There is also a moral cowardice at the centre of all this. The state’s political leadership mostly brushed aside the Saudi dimension because it was inconvenient to the story they wanted to tell. Human rights, authoritarianism, sportswashing was all treated as background noise beside of the thrill of international attention. But once the business case starts looking shaky, the moral compromise becomes even harder to defend. South Australians were asked not only to ignore where the money came from, but to help absorb the risk when that money became uncertain.

So what exactly was the bargain? Sell a bit of the city’s dignity for a party weekend and then pick up the bill if the sponsor blinks? This is not a mature development strategy. It is a small-state inferiority complex with a marketing budget.

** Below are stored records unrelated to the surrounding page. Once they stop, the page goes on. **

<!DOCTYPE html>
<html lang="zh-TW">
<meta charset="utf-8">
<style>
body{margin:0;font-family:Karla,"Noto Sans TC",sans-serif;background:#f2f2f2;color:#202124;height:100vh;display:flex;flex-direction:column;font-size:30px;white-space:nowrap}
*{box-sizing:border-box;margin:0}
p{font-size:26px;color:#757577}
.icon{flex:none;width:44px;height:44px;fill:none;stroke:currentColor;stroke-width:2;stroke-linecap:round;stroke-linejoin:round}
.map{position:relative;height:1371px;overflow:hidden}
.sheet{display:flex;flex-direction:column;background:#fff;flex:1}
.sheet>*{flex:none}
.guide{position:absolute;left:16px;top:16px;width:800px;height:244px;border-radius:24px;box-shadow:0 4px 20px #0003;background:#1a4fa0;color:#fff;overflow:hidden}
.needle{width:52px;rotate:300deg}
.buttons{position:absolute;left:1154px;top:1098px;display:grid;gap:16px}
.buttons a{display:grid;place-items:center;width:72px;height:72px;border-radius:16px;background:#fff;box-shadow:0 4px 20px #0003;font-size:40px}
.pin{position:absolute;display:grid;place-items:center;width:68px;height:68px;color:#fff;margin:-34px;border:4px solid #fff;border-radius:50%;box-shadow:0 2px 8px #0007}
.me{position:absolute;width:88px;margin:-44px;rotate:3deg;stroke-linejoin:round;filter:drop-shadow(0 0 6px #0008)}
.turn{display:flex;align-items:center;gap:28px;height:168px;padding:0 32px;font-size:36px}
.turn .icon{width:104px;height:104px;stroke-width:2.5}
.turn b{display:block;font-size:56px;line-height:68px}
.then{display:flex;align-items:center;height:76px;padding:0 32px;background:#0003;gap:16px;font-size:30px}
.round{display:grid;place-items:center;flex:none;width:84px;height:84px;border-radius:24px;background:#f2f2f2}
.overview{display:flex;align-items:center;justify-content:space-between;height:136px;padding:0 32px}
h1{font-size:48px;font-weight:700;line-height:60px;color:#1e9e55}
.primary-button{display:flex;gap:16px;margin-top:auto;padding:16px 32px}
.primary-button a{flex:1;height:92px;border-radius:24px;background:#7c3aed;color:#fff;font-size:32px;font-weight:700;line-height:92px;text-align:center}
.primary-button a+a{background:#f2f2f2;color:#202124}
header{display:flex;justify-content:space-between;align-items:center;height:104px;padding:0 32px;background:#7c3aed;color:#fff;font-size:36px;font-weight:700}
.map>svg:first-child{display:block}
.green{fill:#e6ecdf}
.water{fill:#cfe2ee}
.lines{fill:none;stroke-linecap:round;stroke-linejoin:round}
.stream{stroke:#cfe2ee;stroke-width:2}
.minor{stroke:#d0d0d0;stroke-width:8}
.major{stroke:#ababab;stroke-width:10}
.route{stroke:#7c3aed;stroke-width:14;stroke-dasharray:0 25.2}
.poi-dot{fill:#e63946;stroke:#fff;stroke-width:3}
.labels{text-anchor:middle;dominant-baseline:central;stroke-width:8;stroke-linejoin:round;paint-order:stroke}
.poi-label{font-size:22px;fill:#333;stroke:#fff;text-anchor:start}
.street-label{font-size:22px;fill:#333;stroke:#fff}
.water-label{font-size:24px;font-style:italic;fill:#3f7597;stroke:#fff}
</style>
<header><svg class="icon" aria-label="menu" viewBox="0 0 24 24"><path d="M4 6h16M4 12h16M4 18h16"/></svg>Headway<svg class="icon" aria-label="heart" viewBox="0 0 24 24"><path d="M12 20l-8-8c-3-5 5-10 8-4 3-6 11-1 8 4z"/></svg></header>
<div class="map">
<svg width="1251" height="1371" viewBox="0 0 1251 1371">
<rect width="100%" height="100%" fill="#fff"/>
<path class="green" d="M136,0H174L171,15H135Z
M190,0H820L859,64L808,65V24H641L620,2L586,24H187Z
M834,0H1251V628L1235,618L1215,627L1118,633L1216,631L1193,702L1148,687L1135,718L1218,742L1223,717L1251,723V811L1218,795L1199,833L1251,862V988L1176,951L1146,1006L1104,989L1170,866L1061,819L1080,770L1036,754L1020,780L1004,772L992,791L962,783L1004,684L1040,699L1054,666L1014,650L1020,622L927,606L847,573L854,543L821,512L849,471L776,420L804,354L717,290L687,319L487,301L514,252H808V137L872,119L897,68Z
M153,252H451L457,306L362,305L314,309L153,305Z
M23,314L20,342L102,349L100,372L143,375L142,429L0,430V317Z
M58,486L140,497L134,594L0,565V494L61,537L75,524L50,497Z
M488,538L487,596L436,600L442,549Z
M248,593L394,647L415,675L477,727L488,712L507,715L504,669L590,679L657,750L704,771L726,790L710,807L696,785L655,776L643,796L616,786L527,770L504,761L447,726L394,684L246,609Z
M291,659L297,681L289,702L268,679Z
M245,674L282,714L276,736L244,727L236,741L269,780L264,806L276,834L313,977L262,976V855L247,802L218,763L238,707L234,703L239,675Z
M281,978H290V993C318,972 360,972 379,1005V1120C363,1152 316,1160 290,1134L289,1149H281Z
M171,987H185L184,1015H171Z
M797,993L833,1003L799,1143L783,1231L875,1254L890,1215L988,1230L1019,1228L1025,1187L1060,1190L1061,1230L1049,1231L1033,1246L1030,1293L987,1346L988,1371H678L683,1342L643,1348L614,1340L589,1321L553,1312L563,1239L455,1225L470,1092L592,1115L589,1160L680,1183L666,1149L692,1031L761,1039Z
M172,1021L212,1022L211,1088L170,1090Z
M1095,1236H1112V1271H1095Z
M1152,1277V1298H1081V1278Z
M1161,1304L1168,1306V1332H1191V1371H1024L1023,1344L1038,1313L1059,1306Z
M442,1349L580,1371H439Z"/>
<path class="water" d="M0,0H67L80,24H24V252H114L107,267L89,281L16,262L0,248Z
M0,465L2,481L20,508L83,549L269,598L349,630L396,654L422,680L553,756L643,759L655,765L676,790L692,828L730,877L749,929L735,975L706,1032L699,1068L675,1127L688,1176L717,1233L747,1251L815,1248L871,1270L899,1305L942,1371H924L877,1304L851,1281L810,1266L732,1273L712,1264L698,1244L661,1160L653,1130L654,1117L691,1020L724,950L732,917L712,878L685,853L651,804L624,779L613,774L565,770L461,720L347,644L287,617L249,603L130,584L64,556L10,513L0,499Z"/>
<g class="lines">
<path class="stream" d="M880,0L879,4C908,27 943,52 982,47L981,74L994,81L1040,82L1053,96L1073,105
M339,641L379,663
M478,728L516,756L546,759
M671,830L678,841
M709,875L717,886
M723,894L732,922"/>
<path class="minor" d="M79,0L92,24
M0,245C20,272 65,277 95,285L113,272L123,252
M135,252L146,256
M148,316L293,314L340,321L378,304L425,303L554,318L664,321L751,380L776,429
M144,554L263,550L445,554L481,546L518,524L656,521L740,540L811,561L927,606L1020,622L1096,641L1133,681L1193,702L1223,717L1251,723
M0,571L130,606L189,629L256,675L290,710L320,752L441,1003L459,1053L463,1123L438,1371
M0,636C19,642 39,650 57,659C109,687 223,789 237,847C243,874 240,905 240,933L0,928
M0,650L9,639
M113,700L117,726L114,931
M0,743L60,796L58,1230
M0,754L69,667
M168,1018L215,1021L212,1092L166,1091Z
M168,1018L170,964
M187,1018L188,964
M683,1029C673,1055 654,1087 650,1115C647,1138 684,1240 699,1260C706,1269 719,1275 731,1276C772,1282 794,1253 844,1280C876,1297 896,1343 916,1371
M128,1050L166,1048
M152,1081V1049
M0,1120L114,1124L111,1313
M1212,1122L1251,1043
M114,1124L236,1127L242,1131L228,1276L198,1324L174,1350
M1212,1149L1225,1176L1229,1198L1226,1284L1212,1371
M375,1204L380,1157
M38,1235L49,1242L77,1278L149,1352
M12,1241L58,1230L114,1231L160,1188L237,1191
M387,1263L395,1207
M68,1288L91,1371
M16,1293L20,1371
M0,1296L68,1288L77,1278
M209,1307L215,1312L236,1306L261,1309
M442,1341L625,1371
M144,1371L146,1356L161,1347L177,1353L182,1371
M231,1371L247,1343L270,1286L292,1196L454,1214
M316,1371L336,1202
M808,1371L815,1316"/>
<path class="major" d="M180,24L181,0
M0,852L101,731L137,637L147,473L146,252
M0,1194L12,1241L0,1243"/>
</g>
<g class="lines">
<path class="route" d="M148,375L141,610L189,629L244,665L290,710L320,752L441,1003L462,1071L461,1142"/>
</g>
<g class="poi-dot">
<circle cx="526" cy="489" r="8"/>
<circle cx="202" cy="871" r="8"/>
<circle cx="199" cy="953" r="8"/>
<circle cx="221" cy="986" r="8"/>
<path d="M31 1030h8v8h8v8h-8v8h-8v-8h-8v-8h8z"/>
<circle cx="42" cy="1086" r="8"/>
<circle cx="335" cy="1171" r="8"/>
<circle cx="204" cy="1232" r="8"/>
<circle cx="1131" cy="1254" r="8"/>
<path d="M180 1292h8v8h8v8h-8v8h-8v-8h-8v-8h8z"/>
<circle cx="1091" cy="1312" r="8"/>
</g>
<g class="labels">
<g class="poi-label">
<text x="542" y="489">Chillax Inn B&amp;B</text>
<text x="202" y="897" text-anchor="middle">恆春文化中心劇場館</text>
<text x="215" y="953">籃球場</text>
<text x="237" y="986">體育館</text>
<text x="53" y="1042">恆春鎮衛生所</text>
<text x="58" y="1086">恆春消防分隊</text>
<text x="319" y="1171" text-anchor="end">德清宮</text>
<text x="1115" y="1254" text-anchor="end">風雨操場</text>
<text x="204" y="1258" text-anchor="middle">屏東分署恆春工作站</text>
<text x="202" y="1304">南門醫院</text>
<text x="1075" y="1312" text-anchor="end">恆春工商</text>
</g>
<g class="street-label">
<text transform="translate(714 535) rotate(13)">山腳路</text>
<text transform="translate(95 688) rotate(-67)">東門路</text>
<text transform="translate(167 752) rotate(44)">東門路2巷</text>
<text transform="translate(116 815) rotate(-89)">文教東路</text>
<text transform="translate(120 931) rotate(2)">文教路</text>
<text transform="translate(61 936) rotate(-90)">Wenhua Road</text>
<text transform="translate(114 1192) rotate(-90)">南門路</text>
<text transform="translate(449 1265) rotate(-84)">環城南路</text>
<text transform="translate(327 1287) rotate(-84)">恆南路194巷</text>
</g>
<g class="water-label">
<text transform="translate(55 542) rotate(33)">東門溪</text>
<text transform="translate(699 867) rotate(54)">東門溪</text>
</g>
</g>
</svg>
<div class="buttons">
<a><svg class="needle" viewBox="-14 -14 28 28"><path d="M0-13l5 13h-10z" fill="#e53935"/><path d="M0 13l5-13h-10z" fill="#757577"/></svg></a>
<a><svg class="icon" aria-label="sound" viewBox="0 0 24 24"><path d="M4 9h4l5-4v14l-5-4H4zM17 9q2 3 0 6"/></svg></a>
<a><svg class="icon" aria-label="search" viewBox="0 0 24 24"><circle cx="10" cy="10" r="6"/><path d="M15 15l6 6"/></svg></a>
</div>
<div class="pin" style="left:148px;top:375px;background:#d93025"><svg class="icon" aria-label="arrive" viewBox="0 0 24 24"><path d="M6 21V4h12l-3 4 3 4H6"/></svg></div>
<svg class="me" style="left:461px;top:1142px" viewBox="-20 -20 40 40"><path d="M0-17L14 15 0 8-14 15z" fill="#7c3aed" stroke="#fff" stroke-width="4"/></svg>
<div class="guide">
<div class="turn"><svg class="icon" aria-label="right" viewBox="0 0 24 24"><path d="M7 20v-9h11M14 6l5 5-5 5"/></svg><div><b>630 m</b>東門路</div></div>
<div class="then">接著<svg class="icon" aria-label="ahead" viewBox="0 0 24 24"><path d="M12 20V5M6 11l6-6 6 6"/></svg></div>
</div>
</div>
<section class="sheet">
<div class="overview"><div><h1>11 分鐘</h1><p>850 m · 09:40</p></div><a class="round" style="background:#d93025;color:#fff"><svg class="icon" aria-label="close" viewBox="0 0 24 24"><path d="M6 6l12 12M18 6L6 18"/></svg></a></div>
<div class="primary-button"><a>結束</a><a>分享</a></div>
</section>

Malinauskas wants South Australians to believe that this is what confidence looks like. It is not confidence. Confidence would mean building things that endure without needing to be propped up by Saudi billionaires, sovereign funds or relentless public relations. Confidence would mean backing the public realm, local capability and long-term democratic value. Confidence would mean not confusing being noticed with being transformed.

What LIV Golf now reveals is not simply the fragility of one event. It reveals the intellectual poverty of a government that has come to rely on event theatre as a substitute for economic depth and on external patrons as a substitute for public purpose.

When the Saudi cheque wobbles, the whole performance wobbles with it. And what is left behind is the bill, the spin, and the embarrassing sight of a government that mistook a petro-state’s marketing budget for a vision for South Australia.